Bad news for the Affordable Care Act

The NYTimes reporting suggests a 5-4 split against ACA is likely:

Justice Kennedy, along with Justices Samuel A. Alito Jr. and Antonin Scalia and Chief Justice John G. Roberts Jr. all asked questions suggesting that they had a problem with the constitutionality of the mandate requiring most Americans to buy insurance. Justice Clarence Thomas, as usual, did not ask any questions, but he is widely expected to vote to overturn the mandate.

As does CNN's Toobin's analysis:

This is interesting. Part of the issue is how much of the law would fall if they turn against it? Would we still be able to prevent insurers from dumping patients and refusing to cover chronic conditions if the mandate falls? Will both provisions be struck down? All provisions?

I think a strategic error was made in not describing the penalty as a tax. Because no one doubts congress' power to tax, and after all, it made sense to tax the uninsured considering as a group they cost the taxpayers $43 billion a year in unpaid medical bills.
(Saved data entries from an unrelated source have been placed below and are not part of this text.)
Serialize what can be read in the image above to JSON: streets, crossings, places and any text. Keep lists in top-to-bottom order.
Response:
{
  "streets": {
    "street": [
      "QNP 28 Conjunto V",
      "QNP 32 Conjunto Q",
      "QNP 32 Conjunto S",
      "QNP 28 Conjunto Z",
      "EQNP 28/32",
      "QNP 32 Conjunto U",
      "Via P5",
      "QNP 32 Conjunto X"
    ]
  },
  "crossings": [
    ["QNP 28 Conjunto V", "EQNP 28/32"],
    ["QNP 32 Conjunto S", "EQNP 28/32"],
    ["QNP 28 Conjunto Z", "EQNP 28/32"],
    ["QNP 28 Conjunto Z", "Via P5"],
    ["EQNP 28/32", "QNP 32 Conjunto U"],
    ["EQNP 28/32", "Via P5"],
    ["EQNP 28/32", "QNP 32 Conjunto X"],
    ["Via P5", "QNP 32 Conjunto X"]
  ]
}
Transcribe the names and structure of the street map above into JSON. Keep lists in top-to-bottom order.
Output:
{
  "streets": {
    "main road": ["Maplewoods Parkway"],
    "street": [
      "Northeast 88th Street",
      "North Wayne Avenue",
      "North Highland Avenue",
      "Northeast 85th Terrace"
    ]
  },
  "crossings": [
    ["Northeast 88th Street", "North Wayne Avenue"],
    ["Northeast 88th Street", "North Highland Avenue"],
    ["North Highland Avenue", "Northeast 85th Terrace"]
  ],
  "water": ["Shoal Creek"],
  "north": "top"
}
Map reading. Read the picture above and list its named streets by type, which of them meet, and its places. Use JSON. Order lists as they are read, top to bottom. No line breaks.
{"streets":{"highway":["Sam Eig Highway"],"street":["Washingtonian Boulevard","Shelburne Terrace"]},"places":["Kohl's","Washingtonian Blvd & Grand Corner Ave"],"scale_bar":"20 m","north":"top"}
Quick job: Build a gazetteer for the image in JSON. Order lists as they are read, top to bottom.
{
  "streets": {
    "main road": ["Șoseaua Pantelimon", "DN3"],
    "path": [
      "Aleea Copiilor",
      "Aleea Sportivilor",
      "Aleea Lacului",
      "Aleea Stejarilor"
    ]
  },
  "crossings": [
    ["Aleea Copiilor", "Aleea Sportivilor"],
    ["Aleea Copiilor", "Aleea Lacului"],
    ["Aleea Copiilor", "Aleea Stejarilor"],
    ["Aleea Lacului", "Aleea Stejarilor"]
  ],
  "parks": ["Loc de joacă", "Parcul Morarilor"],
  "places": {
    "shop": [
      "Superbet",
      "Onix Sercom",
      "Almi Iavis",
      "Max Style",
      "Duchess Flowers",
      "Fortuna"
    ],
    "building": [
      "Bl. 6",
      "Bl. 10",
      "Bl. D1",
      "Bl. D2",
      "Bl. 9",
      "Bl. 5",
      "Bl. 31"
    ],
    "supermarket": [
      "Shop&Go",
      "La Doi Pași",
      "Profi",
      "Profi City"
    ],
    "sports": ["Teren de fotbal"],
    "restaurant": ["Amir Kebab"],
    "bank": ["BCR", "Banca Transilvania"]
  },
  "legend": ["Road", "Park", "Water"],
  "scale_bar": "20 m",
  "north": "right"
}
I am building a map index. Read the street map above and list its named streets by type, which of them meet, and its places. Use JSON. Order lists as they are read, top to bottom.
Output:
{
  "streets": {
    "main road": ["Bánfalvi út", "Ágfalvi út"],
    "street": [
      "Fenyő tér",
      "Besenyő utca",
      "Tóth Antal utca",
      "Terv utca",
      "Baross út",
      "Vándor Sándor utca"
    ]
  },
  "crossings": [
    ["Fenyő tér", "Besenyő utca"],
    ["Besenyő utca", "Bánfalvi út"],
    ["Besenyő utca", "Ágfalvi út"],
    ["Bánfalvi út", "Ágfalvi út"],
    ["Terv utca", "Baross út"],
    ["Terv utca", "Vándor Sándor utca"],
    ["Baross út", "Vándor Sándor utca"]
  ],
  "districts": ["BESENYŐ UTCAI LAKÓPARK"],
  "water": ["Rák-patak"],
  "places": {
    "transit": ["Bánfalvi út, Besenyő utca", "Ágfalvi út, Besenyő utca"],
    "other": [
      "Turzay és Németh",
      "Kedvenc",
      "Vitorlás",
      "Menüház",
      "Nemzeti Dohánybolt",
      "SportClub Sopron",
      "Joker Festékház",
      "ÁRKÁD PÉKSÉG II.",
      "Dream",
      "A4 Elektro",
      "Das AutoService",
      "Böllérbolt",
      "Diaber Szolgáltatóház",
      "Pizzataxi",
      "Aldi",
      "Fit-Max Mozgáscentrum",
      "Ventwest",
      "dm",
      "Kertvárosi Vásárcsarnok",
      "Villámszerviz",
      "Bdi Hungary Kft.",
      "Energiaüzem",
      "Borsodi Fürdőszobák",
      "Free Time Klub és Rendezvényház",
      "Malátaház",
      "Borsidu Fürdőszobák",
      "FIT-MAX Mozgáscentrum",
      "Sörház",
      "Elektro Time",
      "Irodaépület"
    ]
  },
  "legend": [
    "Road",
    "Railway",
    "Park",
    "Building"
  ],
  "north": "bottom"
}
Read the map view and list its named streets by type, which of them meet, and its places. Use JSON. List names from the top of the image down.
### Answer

The other interesting outcome may be political. Without Obamacare to rile up the base, what issue will Republicans have left come next fall? This was their touchstone, and if the Supreme Court pulls the rug out from under them, they're going to have to come up with a new form of librul fascism to rail against for November.

In the end this may be an opportunity or a catastrophe for medical care depending on how we are led into the future. The failure of this law may result in a tax-supported single payer system. It may result in expansion of health exchanges to cover the uninsured. It may result in a new national flat tax, like Japan's, that results in income-based subsidization of healthcare costs. All of these things are clearly constitutional based on the congressional ability to tax.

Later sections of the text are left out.